Hawkes v. Max Aicher Court Decision Expands Availability of Severance Pay to More Employees

Jun 17, 2021

Employees who are fired have long been entitled to various protections under Ontario’s Employment Standards Act, 2000. One of those protections – statutory severance pay – got a jolt in the arm last week with Hawkes v Max Aicher (North America) Ltd. in a way that will ensure protection for more employees than previously believed, including employees of smaller organizations that are affiliated with or subsidiaries of other companies outside of Ontario.

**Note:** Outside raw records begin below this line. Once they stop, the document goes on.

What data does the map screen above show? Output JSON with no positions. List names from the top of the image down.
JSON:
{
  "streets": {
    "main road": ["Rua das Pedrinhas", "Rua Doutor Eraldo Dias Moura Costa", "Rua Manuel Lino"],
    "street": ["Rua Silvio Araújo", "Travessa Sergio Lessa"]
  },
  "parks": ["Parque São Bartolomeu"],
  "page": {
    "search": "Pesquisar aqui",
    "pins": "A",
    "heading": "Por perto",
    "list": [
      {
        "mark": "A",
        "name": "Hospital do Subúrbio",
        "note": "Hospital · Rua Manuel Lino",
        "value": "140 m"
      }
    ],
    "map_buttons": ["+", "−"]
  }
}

Statutory severance pay entitles eligible employees with 5+ years of service with their employer to severance pay, but only if their employer’s annual payroll is $2.5 million or more. How that payroll was to be calculated, however, was the subject of dispute in Hawkes v Max Aicher (North America) Ltd. There was never a doubt that the payroll for all employees based in Ontario would count. But what if your employer’s operations are mostly in Quebec or Alberta – or Europe or Asia, for that matter? Should the salaries of those employees count? Many employers have tried to exclude those employees, arguing that only the salaries of employees in Ontario should count.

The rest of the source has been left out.